### About this task
Repeat the data word for word. Do not include the pictures.
+++ Raw data +++
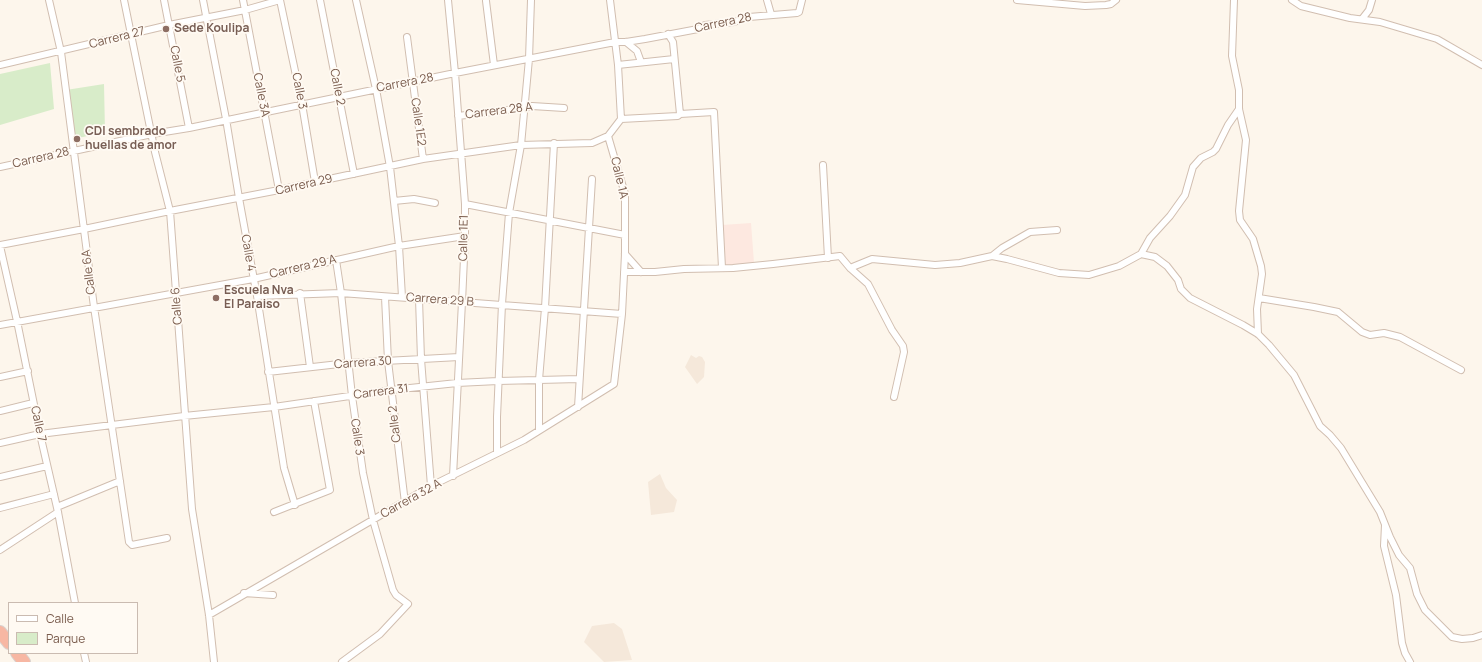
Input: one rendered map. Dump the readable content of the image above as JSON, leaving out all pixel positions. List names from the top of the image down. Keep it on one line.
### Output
{"streets":{"street":["Carrera 28","Carrera 27","Calle 5","Calle 2","Calle 3","Calle 3A","Carrera 28 A","Calle 1E2","Calle 1A","Carrera 29","Calle 1E1","Calle 4","Carrera 29 A","Calle 6A","Carrera 29 B","Calle 6","Carrera 30","Carrera 31","Calle 7","Carrera 32 A"]},"crossings":[["Carrera 28","Calle 5"],["Carrera 28","Calle 2"],["Carrera 28","Calle 3"],["Carrera 28","Calle 3A"],["Carrera 28","Calle 1E2"],["Carrera 28","Calle 1E1"],["Carrera 28","Calle 4"],["Carrera 28","Calle 6A"],["Carrera 28","Calle 6"],["Carrera 27","Calle 5"],["Carrera 27","Calle 3"],["Carrera 27","Calle 3A"],["Carrera 27","Calle 4"],["Carrera 27","Calle 6A"],["Carrera 27","Calle 6"],["Calle 2","Carrera 29"],["Calle 2","Carrera 29 B"],["Calle 2","Carrera 30"],["Calle 2","Carrera 31"],["Calle 2","Carrera 32 A"],["Calle 3","Carrera 29"],["Calle 3","Carrera 29 A"],["Calle 3","Carrera 29 B"],["Calle 3","Carrera 30"],["Calle 3","Carrera 31"],["Calle 3","Carrera 32 A"],["Calle 3A","Carrera 29"],["Carrera 28 A","Calle 1E1"],["Calle 1E2","Carrera 29"],["Calle 1A","Carrera 29"],["Calle 1A","Carrera 29 B"],["Calle 1A","Carrera 32 A"],["Carrera 29","Calle 1E1"],["Carrera 29","Calle 4"],["Carrera 29","Calle 6A"],["Carrera 29","Calle 6"],["Carrera 29","Calle 7"],["Calle 1E1","Carrera 29 A"],["Calle 1E1","Carrera 29 B"],["Calle 1E1","Carrera 30"],["Calle 1E1","Carrera 31"],["Calle 1E1","Carrera 32 A"],["Calle 4","Carrera 29 A"],["Calle 4","Carrera 29 B"],["Calle 4","Carrera 30"],["Calle 4","Carrera 31"],["Carrera 29 A","Calle 6A"],["Carrera 29 A","Calle 6"],["Carrera 29 A","Calle 7"],["Calle 6","Carrera 31"],["Calle 6","Carrera 32 A"]],"places":["Sede Koulipa","CDI sembrado huellas de amor","Escuela Nva El Paraiso"],"legend":["Calle","Parque"]}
+++
### Answer for this exercise
Input: one rendered map. Dump the readable content of the image above as JSON, leaving out all pixel positions. List names from the top of the image down. Keep it on one line.
### Output
{"streets":{"street":["Carrera 28","Carrera 27","Calle 5","Calle 2","Calle 3","Calle 3A","Carrera 28 A","Calle 1E2","Calle 1A","Carrera 29","Calle 1E1","Calle 4","Carrera 29 A","Calle 6A","Carrera 29 B","Calle 6","Carrera 30","Carrera 31","Calle 7","Carrera 32 A"]},"crossings":[["Carrera 28","Calle 5"],["Carrera 28","Calle 2"],["Carrera 28","Calle 3"],["Carrera 28","Calle 3A"],["Carrera 28","Calle 1E2"],["Carrera 28","Calle 1E1"],["Carrera 28","Calle 4"],["Carrera 28","Calle 6A"],["Carrera 28","Calle 6"],["Carrera 27","Calle 5"],["Carrera 27","Calle 3"],["Carrera 27","Calle 3A"],["Carrera 27","Calle 4"],["Carrera 27","Calle 6A"],["Carrera 27","Calle 6"],["Calle 2","Carrera 29"],["Calle 2","Carrera 29 B"],["Calle 2","Carrera 30"],["Calle 2","Carrera 31"],["Calle 2","Carrera 32 A"],["Calle 3","Carrera 29"],["Calle 3","Carrera 29 A"],["Calle 3","Carrera 29 B"],["Calle 3","Carrera 30"],["Calle 3","Carrera 31"],["Calle 3","Carrera 32 A"],["Calle 3A","Carrera 29"],["Carrera 28 A","Calle 1E1"],["Calle 1E2","Carrera 29"],["Calle 1A","Carrera 29"],["Calle 1A","Carrera 29 B"],["Calle 1A","Carrera 32 A"],["Carrera 29","Calle 1E1"],["Carrera 29","Calle 4"],["Carrera 29","Calle 6A"],["Carrera 29","Calle 6"],["Carrera 29","Calle 7"],["Calle 1E1","Carrera 29 A"],["Calle 1E1","Carrera 29 B"],["Calle 1E1","Carrera 30"],["Calle 1E1","Carrera 31"],["Calle 1E1","Carrera 32 A"],["Calle 4","Carrera 29 A"],["Calle 4","Carrera 29 B"],["Calle 4","Carrera 30"],["Calle 4","Carrera 31"],["Carrera 29 A","Calle 6A"],["Carrera 29 A","Calle 6"],["Carrera 29 A","Calle 7"],["Calle 6","Carrera 31"],["Calle 6","Carrera 32 A"]],"places":["Sede Koulipa","CDI sembrado huellas de amor","Escuela Nva El Paraiso"],"legend":["Calle","Parque"]}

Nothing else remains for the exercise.